What better way to adapt to change than to be at the forefront of innovation and disruption by investing in a food tech startup? At least, that’s what venture capitalists have in mind.
As Adam Rothenberg from the venture capital firm BoxGroup points out, the term "food tech" in itself isn’t a "one size fits all" kind of category.
"BoxGroup has made a number of food tech investments to date which have been b2c models and represent unique distribution models or efficiency models in food tech," Rothenberg told Food Dive in an email. "The traditional grocery model is in flux and the consumer has unmet needs that are not satisfied by traditional retail grocery. We look for a strong brand and using technology to facilitate efficient distribution."
'Convenience is the key trend'
While food tech covers an array of different arenas, one thought is clear: the trend relates back to convenience.

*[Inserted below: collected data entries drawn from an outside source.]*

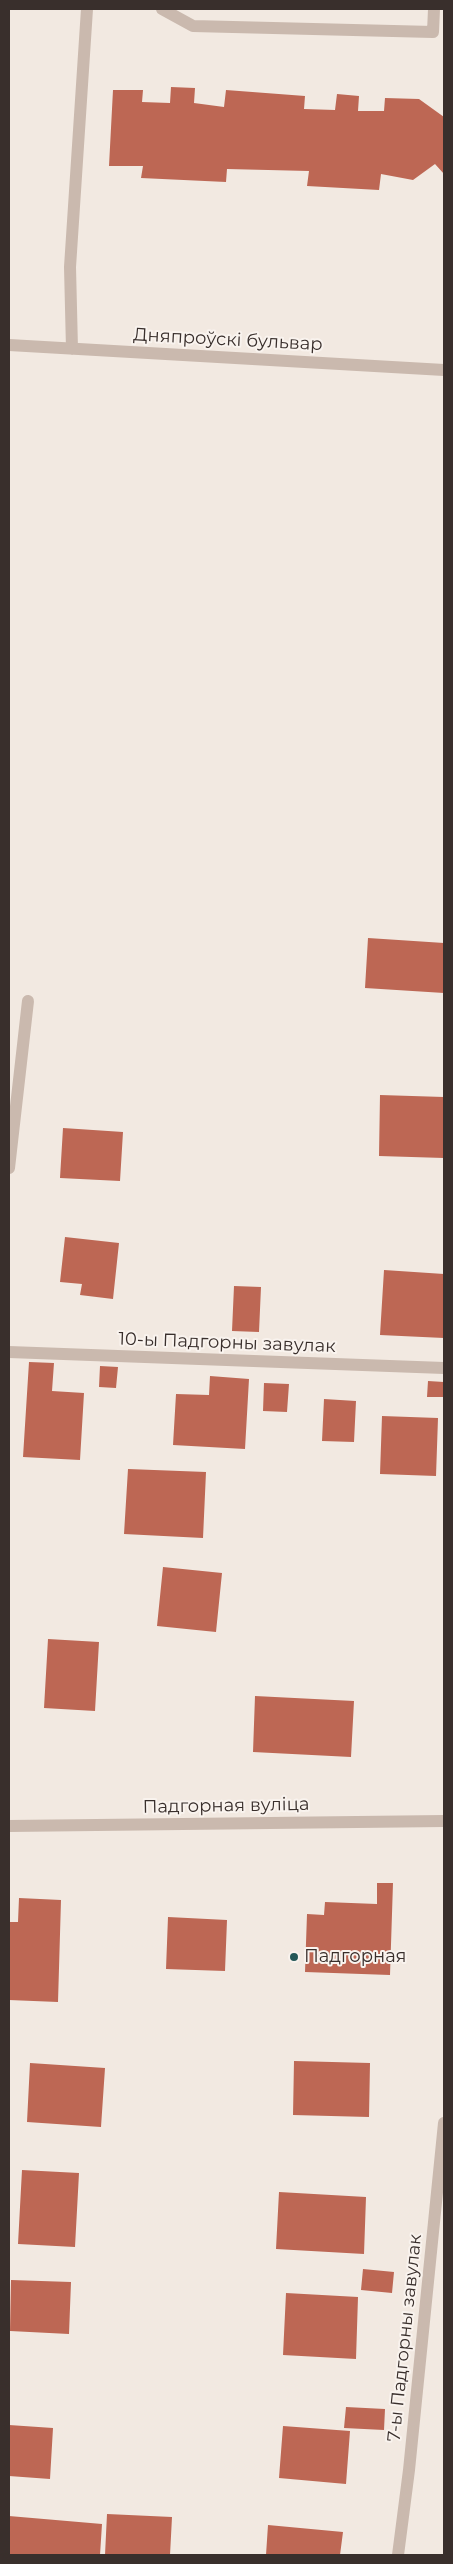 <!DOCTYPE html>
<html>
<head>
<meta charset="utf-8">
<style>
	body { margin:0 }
	#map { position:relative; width:453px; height:2564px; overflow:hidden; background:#f2e9e1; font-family:Montserrat,sans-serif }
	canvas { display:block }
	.frame { position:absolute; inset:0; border:10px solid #392f2c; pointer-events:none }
</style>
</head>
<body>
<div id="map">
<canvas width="453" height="2564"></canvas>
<div class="frame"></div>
</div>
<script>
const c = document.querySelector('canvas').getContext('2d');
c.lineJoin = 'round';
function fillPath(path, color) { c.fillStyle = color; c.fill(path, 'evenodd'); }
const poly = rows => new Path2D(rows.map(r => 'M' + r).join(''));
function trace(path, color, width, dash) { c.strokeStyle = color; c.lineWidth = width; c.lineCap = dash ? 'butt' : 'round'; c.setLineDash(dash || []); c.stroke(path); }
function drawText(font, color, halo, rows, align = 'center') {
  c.font = font + ' Montserrat,sans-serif'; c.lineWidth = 4; c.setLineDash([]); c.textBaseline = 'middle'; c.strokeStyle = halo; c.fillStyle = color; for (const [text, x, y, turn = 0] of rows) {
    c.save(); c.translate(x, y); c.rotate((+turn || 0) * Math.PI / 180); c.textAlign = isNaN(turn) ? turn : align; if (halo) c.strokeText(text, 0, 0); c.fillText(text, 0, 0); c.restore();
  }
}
const building = poly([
	[171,87,195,88,194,103,224,107,226,90,305,96,304,109,335,110,337,94,359,96,358,111,384,111,385,98,419,99,444,117,444,174,435,164,413,180,381,174,379,190,307,186,309,171,227,169,226,182,141,178,143,166,109,166,113,90,143,90,142,102,170,103],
	[368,938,444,943,444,993,365,988],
	[380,1095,444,1097,444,1158,379,1156],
	[63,1128,123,1132,120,1181,60,1178],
	[65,1237,119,1243,113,1299,80,1295,82,1284,60,1282],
	[384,1270,444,1274,444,1338,380,1335],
	[234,1286,261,1287,259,1332,232,1331],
	[29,1362,54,1363,52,1391,84,1393,80,1460,23,1457],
	[100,1366,118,1367,116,1388,99,1387],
	[210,1376,249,1379,245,1449,173,1445,176,1394,209,1395],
	[428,1381,444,1382,444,1397,427,1397],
	[264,1383,289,1384,287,1412,263,1411],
	[324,1399,356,1401,354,1442,322,1441],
	[382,1416,438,1418,436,1476,380,1474],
	[128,1469,206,1472,203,1538,124,1534],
	[163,1567,222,1573,216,1632,157,1626],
	[48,1639,99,1642,95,1711,44,1708],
	[255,1696,354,1701,351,1757,253,1752],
	[377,1883,393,1883,390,1975,305,1972,307,1914,324,1915,325,1902,377,1904],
	[19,1898,61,1900,58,2002,9,2000,9,1922,18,1922],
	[168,1917,227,1920,225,1971,166,1969],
	[294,2061,370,2063,369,2117,293,2115],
	[30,2063,105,2068,101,2127,27,2122],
	[22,2170,79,2173,75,2247,18,2244],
	[279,2192,366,2197,364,2254,276,2249],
	[363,2269,394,2272,392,2293,361,2290],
	[11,2280,71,2282,69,2334,10,2331],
	[286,2293,358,2297,356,2359,283,2355],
	[346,2407,385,2409,384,2430,344,2428],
	[9,2425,53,2428,50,2479,9,2476],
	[283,2426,350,2431,346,2484,279,2478],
	[107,2514,172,2517,170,2555,105,2555],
	[9,2516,102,2524,100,2555,9,2555],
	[268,2525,343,2532,340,2555,266,2555]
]);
const minor = poly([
	[162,9,193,26,433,32,434,9],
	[9,345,444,370],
	[72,349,70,267,87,9],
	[9,1168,28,1001],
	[9,1352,444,1368],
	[9,1826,444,1821],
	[398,2555,409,2470,444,2123]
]);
const markers = [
	[294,1957,5,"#245757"]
];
const streetNames = [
	["Дняпроўскі бульвар",228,340,3],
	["10-ы Падгорны завулак",227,1343,2],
	["Падгорная вуліца",226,1806,-1],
	["7-ы Падгорны завулак",405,2338,-84]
];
const poiNames = [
	["Падгорная",304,1957]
];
fillPath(building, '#bd6754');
trace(minor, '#cab9ae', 12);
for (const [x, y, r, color] of markers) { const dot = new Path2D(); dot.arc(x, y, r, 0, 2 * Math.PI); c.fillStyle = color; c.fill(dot); trace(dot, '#f9f3ee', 2); }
drawText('18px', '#392f2c', '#f9f3ee', streetNames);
drawText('18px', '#392f2c', '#f9f3ee', poiNames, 'left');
</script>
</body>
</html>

“Whether through grocery delivery (a la Ocado / Instacart) meal kits (a la Hello Fresh / Blue Apron) or meal delivery (a la JustEat / Deliveroo) convenience is the key trend," Martin Mignot of Index Ventures said in an email discussion on the race to convenience. "People want to spend less time planning and cooking food and startups are leveraging the new mobile infrastructure (the fact that everyone, including couriers, now own smartphones) to offer highly efficient delivery options of fresh/hot food at low costs."